Création de sociétés commerciales, renforcement des conditions de création ou encore relèvement du plafond des dons… le projet de loi organique sur les partis politiques introduit plusieurs changements notables.

Adopté en Conseil des ministres le 19 octobre dernier, le texte revoit en profondeur les règles encadrant la vie partisane, de la fondation d’un parti à la gestion de ses ressources financières.

Nouveau parti : 4 cofondatrices au minimum

Le texte introduit, dès ses premiers articles, des conditions plus encadrées pour la fondation d’un parti politique. Les membres fondateurs devront désormais déposer un dossier complet auprès de l’autorité gouvernementale chargée de l’Intérieur, accompagné d’une copie électronique. Un reçu daté et cacheté sera remis après vérification du contenu du dossier.

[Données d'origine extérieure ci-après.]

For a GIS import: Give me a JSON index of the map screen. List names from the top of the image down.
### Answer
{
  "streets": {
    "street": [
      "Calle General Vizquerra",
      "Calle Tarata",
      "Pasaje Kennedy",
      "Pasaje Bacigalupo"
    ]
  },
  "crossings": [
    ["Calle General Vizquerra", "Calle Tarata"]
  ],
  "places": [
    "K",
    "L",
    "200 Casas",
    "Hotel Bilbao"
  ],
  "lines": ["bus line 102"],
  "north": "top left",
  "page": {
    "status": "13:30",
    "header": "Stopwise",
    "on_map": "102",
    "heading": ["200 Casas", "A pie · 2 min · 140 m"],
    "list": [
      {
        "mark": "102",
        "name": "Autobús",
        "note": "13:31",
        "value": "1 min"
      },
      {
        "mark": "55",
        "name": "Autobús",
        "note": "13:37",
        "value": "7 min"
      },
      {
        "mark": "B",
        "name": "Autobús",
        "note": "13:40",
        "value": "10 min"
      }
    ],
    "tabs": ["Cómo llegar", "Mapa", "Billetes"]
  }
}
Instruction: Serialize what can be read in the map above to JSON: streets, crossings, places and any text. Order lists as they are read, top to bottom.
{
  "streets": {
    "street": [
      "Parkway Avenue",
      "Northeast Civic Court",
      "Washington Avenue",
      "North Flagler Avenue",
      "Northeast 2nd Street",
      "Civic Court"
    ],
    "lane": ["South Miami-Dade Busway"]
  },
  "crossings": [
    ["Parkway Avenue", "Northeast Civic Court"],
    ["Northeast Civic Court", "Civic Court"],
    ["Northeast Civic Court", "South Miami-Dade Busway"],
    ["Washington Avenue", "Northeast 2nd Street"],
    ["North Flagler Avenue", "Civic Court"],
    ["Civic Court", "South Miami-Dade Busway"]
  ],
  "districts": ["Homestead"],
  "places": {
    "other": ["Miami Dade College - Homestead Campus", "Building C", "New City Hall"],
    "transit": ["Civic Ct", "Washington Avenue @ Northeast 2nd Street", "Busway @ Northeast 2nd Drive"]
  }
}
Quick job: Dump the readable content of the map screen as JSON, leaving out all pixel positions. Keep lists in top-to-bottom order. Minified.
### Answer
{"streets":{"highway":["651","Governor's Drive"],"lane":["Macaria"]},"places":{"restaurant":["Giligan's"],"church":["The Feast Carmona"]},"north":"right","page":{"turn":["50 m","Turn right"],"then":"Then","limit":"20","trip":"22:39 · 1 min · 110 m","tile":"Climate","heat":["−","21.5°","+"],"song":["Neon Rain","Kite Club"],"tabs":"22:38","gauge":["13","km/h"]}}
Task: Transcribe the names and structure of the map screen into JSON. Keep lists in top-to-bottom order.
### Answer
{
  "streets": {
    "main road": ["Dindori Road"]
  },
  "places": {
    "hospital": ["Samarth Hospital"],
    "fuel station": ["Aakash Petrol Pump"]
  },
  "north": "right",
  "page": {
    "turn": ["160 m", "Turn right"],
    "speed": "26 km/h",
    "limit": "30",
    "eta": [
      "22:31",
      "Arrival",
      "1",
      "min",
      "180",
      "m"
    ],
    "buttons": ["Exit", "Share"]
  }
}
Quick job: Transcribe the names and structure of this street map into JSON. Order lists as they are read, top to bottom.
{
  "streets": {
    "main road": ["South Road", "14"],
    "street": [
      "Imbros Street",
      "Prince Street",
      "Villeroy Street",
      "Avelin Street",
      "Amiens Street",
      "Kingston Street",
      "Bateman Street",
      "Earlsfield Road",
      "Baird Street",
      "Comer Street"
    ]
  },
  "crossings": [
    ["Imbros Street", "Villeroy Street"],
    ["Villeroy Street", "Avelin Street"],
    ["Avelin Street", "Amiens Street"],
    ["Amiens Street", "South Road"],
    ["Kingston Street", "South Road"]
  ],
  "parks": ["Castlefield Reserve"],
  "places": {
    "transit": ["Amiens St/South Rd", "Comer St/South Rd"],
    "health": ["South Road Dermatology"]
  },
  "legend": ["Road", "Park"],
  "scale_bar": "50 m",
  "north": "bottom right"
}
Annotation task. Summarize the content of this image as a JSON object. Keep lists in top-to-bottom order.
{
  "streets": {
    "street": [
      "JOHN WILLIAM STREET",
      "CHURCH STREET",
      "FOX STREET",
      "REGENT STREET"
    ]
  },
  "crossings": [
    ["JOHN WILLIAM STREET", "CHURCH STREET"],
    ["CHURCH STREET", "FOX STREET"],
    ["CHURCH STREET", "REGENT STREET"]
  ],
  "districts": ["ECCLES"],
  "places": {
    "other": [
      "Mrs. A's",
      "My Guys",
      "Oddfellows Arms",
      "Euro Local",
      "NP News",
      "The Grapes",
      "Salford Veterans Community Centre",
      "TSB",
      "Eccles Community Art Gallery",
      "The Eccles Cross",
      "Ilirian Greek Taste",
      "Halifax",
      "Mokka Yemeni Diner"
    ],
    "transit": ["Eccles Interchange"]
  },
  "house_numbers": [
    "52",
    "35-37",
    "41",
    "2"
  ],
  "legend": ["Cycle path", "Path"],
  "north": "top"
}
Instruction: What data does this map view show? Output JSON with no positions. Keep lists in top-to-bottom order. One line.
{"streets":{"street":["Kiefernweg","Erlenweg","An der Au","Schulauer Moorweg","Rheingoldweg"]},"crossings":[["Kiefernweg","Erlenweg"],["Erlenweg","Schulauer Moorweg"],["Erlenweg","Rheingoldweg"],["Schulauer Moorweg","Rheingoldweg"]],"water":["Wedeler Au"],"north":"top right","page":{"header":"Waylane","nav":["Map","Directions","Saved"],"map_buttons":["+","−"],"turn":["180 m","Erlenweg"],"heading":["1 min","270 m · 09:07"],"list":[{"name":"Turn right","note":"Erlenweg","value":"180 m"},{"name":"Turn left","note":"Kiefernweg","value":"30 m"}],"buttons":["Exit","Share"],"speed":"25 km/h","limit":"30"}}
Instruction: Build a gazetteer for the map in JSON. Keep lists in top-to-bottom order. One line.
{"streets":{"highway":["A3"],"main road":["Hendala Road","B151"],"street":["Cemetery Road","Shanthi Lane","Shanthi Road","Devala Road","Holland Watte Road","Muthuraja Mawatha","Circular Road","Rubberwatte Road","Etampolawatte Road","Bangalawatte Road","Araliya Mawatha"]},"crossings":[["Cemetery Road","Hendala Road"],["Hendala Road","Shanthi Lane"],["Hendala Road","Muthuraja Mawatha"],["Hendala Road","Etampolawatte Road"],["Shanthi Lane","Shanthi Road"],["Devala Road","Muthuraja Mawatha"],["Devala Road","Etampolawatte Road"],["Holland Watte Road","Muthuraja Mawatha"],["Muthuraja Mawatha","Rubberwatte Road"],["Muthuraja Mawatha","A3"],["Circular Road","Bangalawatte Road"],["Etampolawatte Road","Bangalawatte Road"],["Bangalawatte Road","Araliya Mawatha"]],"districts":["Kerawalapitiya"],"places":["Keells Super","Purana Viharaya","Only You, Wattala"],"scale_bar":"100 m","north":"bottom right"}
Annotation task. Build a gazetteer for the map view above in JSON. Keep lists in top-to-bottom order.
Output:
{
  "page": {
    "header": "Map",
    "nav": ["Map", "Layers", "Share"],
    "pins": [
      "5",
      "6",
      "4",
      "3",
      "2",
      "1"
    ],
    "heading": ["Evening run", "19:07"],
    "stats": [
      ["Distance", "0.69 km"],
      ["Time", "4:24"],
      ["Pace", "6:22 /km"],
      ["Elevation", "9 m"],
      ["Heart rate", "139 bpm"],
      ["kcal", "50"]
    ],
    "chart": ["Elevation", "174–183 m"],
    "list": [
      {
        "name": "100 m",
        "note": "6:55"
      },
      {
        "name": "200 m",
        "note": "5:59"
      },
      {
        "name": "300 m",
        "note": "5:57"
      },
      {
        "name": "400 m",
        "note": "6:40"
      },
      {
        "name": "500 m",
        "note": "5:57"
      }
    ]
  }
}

La déclaration de création devra prendre la forme d’un document unique portant les signatures légalisées d’au moins douze membres fondateurs, dont quatre femmes au minimum, représentant chaque région du Royaume.

Mais le texte va plus loin. Les membres du parti devront disposer de sièges régionaux dans l’ensemble des régions du Royaume, au lieu des deux tiers actuellement en vigueur. De plus, au moins 5% des membres fondateurs devront provenir de chaque région, parmi le total requis par la loi.

En parallèle, une place spécifique est réservée aux jeunes et aux femmes. La proportion de membres âgés de moins de 35 ans ne doit pas être inférieure à 5% du total, et la même proportion s’applique aux femmes.

Le projet de loi prévoit également de nouvelles règles pour la tenue du congrès constitutif d’un parti. Ce congrès ne sera considéré comme valide que s’il réunit au moins 75% des membres fondateurs légalement requis. Les participants devront être répartis selon leurs lieux d’implantation effective, couvrant l’ensemble des régions du Royaume.

Un cadre financier plus encadré et plus ouvert

Le projet de loi modifie également le régime financier des partis politiques. Il relève d’abord le plafond des dons, legs et libéralités autorisés. Alors que la législation actuelle fixe la limite à 300.000 dirhams par an et par donateur, le nouveau texte la porte à 800.000 dirhams.

Au-delà de ce relèvement, une innovation majeure figure dans le même article (31) : la possibilité, pour un parti politique, de créer une société commerciale dont le capital doit être entièrement détenu par le parti. L’objectif est de permettre aux partis d’investir dans des activités économiques liées à leur fonctionnement, tout en assurant un cadre légal et transparent à ces opérations.

Les activités autorisées pour ces sociétés sont expressément listées. Elles concernent la communication et les activités numériques, l’édition de journaux au nom du parti, l’impression et la publication liées à ses activités, ainsi que les services de communication et d’information destinés à l’encadrement politique.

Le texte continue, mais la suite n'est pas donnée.